Rethinking methods and paradigms of ceramic chronology
|Title||Rethinking methods and paradigms of ceramic chronology|
|Year of Publication||1991|
|University||University of Arizona|
Methods of ceramic chronology building are based on certain assumptions concerning the pattern of stylistic change in ceramics. These assumptions are, however, not necessarily identical in different methods. Also, the general applicability of the assumptions in each method is not endorsed by solid empirical observations of stylistic change in ceramics and theoretical considerations concerning processes producing stylistic change in ceramics. The inapplicability of assumptions of a method undermines the reliability of ceramic chronology created by the method. In order to evaluate the reliability of existing ceramic chronologies, (1) theoretical considerations were made concerning processes producing stylistic change in ceramics and (2) empirical observations were made concerning aspects of stylistic change in ceramics in a well-controlled archaeological setting, i.e., stylistic change of Tusayan White and Gray Wares in the American Southwest between A.D. 850 and 1150 where tree-ring dating is available as an independent means of temporal control.

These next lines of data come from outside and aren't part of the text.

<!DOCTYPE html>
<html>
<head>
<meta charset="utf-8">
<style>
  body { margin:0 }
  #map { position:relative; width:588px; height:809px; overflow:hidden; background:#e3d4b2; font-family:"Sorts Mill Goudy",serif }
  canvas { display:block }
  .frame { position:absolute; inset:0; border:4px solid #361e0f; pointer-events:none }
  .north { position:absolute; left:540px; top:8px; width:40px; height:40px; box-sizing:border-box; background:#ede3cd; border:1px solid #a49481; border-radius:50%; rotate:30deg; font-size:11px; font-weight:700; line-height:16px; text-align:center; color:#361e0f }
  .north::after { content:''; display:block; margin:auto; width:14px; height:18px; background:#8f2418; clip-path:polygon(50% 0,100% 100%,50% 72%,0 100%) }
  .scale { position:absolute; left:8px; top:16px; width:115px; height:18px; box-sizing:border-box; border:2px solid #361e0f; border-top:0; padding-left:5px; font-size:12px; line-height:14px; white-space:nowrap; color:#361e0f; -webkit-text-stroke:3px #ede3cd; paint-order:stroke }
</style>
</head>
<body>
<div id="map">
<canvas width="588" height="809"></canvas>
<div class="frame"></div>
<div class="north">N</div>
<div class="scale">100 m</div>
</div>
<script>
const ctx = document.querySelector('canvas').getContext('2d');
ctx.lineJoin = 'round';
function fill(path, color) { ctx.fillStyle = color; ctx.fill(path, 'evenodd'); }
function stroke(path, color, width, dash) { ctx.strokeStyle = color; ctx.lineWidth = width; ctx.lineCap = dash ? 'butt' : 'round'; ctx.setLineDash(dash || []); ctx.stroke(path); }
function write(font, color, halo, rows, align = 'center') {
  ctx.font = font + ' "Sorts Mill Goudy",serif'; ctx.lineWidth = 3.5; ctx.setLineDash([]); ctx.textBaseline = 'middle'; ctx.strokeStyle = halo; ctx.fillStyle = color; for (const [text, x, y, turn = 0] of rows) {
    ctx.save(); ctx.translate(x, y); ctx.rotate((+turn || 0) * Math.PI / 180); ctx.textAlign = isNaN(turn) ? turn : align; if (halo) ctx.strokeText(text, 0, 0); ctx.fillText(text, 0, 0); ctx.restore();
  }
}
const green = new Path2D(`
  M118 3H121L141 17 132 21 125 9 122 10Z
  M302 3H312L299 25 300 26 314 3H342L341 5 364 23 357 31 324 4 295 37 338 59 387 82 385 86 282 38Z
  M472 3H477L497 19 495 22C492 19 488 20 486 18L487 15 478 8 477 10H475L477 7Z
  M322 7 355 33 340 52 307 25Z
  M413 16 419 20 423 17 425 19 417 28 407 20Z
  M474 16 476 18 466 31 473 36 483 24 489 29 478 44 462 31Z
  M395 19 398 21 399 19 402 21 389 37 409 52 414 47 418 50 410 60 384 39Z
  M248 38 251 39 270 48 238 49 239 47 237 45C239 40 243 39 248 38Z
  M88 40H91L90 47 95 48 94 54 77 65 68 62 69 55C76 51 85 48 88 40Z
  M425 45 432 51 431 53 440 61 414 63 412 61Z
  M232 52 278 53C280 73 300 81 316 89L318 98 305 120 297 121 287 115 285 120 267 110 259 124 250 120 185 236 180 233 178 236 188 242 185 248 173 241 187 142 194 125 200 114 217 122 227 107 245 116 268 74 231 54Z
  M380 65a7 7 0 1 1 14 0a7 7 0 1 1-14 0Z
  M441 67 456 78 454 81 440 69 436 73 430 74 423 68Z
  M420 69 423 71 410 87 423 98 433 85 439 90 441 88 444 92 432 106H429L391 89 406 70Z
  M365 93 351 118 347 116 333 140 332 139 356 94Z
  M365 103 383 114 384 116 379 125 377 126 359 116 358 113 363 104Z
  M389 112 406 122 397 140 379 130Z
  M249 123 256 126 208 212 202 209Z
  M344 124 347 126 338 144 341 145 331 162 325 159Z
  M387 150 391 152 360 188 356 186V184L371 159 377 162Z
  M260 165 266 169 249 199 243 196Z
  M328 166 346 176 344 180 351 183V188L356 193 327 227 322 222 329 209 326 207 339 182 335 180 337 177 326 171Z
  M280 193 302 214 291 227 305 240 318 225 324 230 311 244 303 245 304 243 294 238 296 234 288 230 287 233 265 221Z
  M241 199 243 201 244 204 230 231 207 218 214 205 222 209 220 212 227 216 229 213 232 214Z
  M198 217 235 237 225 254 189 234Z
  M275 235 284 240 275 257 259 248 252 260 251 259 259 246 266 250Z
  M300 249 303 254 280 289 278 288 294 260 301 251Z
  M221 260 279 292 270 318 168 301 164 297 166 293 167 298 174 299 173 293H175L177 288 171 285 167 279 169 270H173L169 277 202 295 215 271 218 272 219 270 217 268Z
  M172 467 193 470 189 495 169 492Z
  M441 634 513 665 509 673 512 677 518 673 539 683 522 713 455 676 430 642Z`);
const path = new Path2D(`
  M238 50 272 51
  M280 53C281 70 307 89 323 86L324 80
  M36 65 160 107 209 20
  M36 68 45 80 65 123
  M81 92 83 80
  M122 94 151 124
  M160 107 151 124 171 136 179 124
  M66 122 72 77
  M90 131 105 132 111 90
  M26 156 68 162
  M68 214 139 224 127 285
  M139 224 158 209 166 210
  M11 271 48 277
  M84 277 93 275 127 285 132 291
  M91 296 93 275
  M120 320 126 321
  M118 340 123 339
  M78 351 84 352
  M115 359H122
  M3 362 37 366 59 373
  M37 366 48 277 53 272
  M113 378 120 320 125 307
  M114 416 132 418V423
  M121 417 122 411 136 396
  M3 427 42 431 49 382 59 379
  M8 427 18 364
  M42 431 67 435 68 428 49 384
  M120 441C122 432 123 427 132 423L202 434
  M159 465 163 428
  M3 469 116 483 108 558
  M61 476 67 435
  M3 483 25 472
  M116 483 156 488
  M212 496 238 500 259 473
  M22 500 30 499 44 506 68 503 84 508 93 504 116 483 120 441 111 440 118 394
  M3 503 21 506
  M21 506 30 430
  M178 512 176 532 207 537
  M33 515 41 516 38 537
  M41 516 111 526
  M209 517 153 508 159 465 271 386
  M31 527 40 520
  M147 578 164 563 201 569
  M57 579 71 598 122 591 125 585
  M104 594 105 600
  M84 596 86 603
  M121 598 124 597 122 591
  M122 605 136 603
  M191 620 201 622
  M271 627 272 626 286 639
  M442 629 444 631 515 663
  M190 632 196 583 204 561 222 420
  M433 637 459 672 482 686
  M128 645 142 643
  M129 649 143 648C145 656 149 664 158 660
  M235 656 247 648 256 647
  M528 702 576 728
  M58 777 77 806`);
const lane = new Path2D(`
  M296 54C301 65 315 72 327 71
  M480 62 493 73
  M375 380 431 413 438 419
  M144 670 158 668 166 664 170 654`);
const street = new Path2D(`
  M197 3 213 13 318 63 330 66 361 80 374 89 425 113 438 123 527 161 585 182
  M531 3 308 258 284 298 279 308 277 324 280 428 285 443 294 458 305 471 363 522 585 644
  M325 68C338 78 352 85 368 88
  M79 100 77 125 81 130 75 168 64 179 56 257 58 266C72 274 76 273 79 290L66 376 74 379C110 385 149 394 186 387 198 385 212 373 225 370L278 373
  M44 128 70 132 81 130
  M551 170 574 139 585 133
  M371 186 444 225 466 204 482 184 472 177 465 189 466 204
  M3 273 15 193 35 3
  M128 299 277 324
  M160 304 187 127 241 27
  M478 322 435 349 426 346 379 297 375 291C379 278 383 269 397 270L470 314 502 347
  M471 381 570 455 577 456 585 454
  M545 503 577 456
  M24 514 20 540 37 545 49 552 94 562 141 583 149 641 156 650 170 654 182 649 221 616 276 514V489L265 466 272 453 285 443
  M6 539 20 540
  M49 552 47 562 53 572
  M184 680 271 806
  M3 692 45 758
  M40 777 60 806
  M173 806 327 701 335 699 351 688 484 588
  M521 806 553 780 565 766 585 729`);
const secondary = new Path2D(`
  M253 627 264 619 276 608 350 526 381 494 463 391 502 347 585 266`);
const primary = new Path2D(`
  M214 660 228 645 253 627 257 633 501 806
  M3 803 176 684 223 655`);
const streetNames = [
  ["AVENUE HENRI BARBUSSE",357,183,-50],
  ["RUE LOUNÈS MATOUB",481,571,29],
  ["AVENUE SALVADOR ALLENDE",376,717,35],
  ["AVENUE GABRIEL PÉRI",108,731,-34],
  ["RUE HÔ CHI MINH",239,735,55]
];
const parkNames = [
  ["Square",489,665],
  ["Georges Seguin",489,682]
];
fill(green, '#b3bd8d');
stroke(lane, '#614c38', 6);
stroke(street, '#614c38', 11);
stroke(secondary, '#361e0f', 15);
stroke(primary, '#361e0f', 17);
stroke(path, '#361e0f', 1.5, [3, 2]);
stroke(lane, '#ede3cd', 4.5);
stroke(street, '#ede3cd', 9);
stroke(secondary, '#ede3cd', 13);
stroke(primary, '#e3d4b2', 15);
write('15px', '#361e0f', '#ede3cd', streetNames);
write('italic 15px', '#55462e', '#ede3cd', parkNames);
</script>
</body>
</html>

As a result, it was revealed that (1) substantial temporal overlap can be present in the manufacture of successive styles of ceramics, (2) continuity criteria of the typological method are not necessarily applicable to stylistic change in ceramics even in a continuous population, and (3) significantly large time lags can be present in the diffusion of manufacturing frequencies of styles even within an area in which the styles are shared. In light of these findings, the typological method cannot be accepted as a method of ceramic chronology building. Occurrence and frequency seriations are, on the other hand, acceptable methods. However, for reliable chronological seriation attention must be paid to potential errors caused by contemporaneous variation of stylistic compositions among assemblages due to time lags in diffusion and variation in generational composition of individuals who produced assemblages.